The Bridge
- Type: Monthly street newspaper
- Format: Tabloid
- Founder(s): James Ekenstedt, Evan Katz, Caroline Ponseti
- Editor: Chris
- Founded: 2013
- Political alignment: Homeless advocacy
- Circulation: 5,000
- Website: www.thebridge901.com/our-mission

= The Bridge (newspaper) =

American street newspaper

The Bridge is an American street newspaper that aims to give people who are currently or formerly homeless an opportunity for self-expression and sustainable income. The Bridge trains and certifies people with experiences of homelessness to be independently contracted vendors of the paper.
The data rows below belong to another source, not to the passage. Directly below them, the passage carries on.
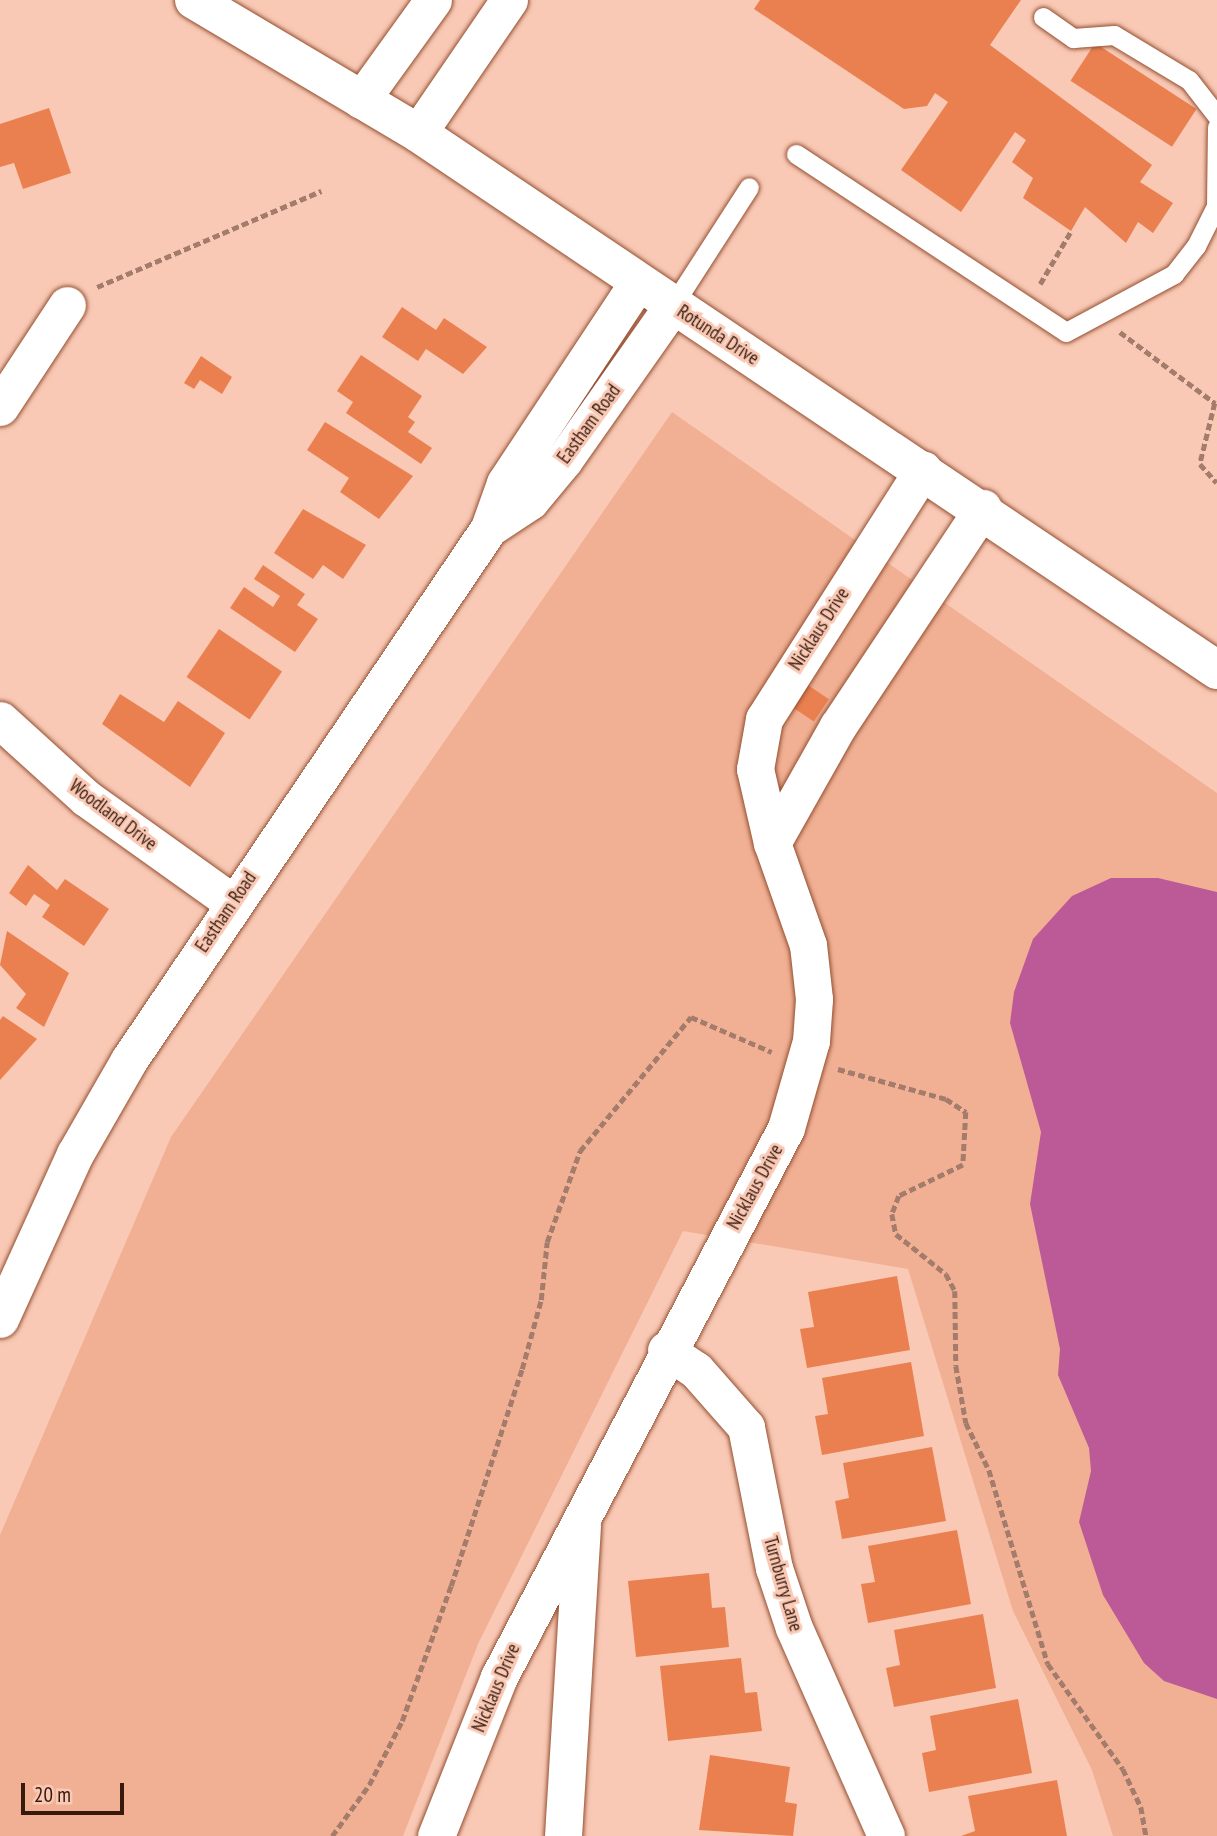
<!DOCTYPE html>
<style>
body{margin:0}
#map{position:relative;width:1217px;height:1836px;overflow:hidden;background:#f9c9b5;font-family:"PT Sans Narrow",sans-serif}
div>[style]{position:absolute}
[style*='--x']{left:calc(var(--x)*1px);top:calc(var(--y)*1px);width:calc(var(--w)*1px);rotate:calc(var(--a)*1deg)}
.green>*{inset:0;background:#f1b094}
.water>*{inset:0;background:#bc5a97}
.building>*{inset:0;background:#ea804f;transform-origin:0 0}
.path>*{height:4.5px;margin-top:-2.25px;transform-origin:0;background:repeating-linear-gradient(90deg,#a47c6b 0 7px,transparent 0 10.5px)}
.roads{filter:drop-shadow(0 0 2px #944f30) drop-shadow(0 0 2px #944f30)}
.lane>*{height:19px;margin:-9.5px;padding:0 9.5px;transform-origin:9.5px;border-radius:9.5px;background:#fff}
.street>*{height:37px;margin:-18.5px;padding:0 18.5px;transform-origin:18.5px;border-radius:18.5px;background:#fff}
.secondary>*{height:38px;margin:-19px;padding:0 19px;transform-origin:19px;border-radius:19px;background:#fff}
span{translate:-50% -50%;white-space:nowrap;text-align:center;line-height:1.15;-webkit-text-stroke:6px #f9c9b5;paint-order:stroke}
.street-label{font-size:19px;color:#371a0d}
.scale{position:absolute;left:21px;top:1783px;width:103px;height:32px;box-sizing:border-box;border:4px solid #371a0d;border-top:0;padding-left:9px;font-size:21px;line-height:24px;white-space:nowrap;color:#371a0d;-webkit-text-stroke:5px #f9c9b5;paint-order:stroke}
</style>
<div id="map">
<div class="green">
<i style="clip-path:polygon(672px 412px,1217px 793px,1217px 1836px,1113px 1836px,1092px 1770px,1013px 1611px,908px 1269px,683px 1231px,478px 1644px,403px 1836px,0 1836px,0 1535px,171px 1137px)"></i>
</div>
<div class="water">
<i style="clip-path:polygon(1111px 878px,1158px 878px,1217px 892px,1217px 1699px,1164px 1681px,1144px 1663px,1103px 1595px,1079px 1522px,1091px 1471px,1089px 1448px,1058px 1375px,1060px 1349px,1030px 1204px,1041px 1132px,1010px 1023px,1014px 992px,1033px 939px,1072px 896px)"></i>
</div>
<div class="building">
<i style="clip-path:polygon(760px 0,1021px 0,990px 45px,1152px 165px,1140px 182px,1173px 203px,1153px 233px,1138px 222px,1126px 243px,1085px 207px,1071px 231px,1023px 198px,1033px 178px,1012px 162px,1026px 140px,1015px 132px,961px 212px,901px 170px,948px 102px,935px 93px,927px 106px,904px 109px,754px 9px)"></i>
<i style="left:1095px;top:43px;width:121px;height:45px;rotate:33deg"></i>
<i style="clip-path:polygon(49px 108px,71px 173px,23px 189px,14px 163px,0 167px,0 124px)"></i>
<i style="clip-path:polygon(402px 307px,436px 330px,444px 318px,487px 347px,463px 374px,426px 349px,418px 361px,382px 337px)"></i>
<i style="clip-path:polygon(361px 355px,422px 396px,408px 417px,415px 422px,408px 432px,432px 448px,421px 464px,346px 413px,353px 402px,337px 391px)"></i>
<i style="clip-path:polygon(201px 356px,232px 377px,222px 394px,200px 380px,194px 389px,184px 383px)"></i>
<i style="clip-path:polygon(325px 422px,413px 476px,379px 519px,340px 492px,349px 478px,307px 450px)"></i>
<i style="clip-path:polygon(303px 509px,366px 545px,343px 579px,323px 565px,313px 579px,274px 553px)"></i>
<i style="clip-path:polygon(263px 565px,305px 594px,297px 605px,318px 619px,295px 652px,230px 608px,244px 587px,273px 607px,280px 596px,254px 579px)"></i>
<i style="left:219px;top:629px;width:76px;height:58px;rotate:34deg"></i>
<i style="left:799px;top:679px;width:36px;height:27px;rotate:34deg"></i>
<i style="clip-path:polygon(120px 694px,164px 722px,178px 701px,225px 733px,190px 787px,102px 724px)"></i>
<i style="clip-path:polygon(28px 865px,57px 890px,65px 879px,109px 909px,84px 946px,42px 917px,50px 905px,34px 894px,26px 906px,9px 893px)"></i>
<i style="clip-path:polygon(7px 931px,69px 973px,44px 1027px,16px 1008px,26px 994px,0 965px)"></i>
<i style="clip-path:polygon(3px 1016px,37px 1039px,0 1080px,0 1020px)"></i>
<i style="clip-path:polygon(897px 1276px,910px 1350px,807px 1368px,800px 1329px,814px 1327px,808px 1292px)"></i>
<i style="clip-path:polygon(911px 1362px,924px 1436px,822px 1455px,815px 1416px,828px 1414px,822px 1378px)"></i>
<i style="clip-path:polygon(932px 1447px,946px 1521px,842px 1539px,835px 1501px,849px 1498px,843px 1463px)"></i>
<i style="clip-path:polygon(957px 1530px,971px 1604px,868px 1623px,861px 1584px,875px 1582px,868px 1546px)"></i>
<i style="clip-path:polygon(709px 1573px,712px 1608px,725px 1607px,729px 1647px,636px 1657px,628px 1581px)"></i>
<i style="clip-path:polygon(983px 1614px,996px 1688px,894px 1707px,886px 1668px,900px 1665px,894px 1630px)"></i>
<i style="clip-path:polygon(741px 1658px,745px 1693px,757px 1692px,762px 1731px,668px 1741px,660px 1666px)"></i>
<i style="clip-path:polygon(1018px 1699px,1032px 1773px,929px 1792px,922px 1753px,936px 1750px,930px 1716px)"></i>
<i style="clip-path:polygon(710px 1755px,790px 1767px,785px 1802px,797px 1804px,793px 1836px,699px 1830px)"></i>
<i style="clip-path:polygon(1057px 1780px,1067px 1836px,961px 1836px,975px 1831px,968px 1796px)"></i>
</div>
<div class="path">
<i style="--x:1040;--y:284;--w:61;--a:-59.7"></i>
<i style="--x:97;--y:287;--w:244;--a:-23.2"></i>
<i style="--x:1120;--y:332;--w:119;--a:36.8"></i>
<i style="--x:1215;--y:403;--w:63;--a:103.8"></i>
<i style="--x:1200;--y:464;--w:25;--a:48"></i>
<i style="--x:838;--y:1069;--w:112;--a:15.5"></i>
<i style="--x:946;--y:1099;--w:24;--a:33"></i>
<i style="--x:966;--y:1112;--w:53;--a:93.2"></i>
<i style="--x:963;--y:1165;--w:71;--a:154.2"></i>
<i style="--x:899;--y:1196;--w:19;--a:111"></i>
<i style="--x:892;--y:1214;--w:20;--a:79"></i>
<i style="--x:896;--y:1234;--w:64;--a:38.7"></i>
<i style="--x:946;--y:1274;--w:19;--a:62"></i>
<i style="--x:955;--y:1291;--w:75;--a:89.2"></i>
<i style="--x:956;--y:1366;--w:58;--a:80"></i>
<i style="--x:966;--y:1423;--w:52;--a:63.9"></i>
<i style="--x:989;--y:1470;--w:203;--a:73.1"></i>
<i style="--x:1048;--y:1664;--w:129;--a:54.5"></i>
<i style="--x:1123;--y:1769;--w:42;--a:64.7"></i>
<i style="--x:1141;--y:1807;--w:29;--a:80"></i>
<i style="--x:332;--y:1836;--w:63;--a:-54"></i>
<i style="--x:369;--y:1785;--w:72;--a:-62.7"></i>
<i style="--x:402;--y:1721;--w:144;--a:-70.1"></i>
<i style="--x:451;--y:1586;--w:228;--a:-71.9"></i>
<i style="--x:522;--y:1369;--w:72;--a:-74.6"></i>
<i style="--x:541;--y:1300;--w:58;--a:-84.1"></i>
<i style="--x:547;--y:1242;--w:97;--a:-70.1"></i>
<i style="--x:580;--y:1151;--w:174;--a:-50.4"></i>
<i style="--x:691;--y:1017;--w:88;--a:23.4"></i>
</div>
<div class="roads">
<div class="lane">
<i style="--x:1043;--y:17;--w:37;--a:35"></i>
<i style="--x:1073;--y:38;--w:41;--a:-4.2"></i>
<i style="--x:1114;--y:35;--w:87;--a:31"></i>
<i style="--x:1189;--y:80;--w:46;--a:52.1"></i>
<i style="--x:796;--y:154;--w:323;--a:33.4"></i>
<i style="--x:1066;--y:332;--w:123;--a:-28.2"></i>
<i style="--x:1174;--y:274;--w:36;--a:-52"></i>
<i style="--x:1196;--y:246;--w:45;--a:-63.4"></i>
<i style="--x:1216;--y:206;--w:79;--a:-89.3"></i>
<i style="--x:673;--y:305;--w:140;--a:-57.2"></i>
</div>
<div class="street">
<i style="--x:361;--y:100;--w:123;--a:-54.2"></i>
<i style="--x:418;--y:133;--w:161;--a:-55.6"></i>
<i style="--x:0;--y:407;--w:122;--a:-56.7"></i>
<i style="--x:489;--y:528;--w:49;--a:-33.4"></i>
<i style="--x:530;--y:501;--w:53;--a:-50.3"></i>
<i style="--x:564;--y:460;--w:189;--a:-54.9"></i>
<i style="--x:0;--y:720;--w:116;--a:42.2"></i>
<i style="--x:86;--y:798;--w:179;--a:35.5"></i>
<i style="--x:772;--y:843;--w:134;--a:-60.6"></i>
<i style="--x:838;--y:726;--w:262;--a:-56.4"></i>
<i style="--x:0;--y:1319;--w:181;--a:-65.6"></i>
<i style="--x:75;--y:1154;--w:108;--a:-60.1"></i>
<i style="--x:129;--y:1060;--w:642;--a:-55.91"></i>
<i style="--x:489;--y:528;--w:48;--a:-70.4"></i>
<i style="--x:505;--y:483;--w:241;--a:-56.5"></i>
<i style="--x:666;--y:1350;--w:36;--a:34"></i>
<i style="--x:696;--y:1370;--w:76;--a:48.7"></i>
<i style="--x:746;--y:1427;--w:144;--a:78.8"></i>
<i style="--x:774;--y:1568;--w:63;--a:71.6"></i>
<i style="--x:794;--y:1628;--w:227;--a:66.1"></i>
<i style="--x:436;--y:1836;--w:171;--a:-68.4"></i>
<i style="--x:499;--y:1677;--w:619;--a:-62.4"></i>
<i style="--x:786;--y:1128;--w:91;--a:-74"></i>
<i style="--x:811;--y:1041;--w:42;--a:-85.9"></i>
<i style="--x:814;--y:999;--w:54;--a:-96.3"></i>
<i style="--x:808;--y:945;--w:108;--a:-109.4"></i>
<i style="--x:772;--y:843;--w:76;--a:-102.9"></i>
<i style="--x:755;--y:769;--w:51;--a:-79.8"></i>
<i style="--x:764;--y:719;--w:296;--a:-57.5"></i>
<i style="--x:563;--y:1836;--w:312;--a:-86.5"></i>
</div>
<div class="secondary">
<i style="--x:194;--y:0;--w:261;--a:30.7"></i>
<i style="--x:418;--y:133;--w:963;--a:33.9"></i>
</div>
</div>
<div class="street-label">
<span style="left:718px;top:335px;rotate:33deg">Rotunda Drive</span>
<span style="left:589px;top:424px;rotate:-54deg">Eastham Road</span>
<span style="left:819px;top:629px;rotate:-57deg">Nicklaus Drive</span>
<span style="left:113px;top:815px;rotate:37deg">Woodland Drive</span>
<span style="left:226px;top:912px;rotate:-56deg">Eastham Road</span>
<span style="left:755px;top:1187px;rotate:-61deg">Nicklaus Drive</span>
<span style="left:783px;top:1584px;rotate:74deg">Turnburry Lane</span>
<span style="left:496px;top:1688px;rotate:-67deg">Nicklaus Drive</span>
</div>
<div class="scale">20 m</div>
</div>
They purchase each paper for 25 cents and sell it on the street for one dollar, keeping 100% of the profit.

==History==
The paper launched in March 2013 in Memphis, Tennessee as a monthly, 16-page paper that focuses on issues of homelessness. The content features art and writing by homeless individuals and is supplemented by articles by staff writers.

The paper was founded by James Ekenstedt, Caroline Ponseti and Evan Katz during their sophomore year at Rhodes College. It is the first street newspaper run entirely by college students.

==Affiliations==
The Bridge is a member of the North American Street Newspaper Association and the International Network of Street Papers.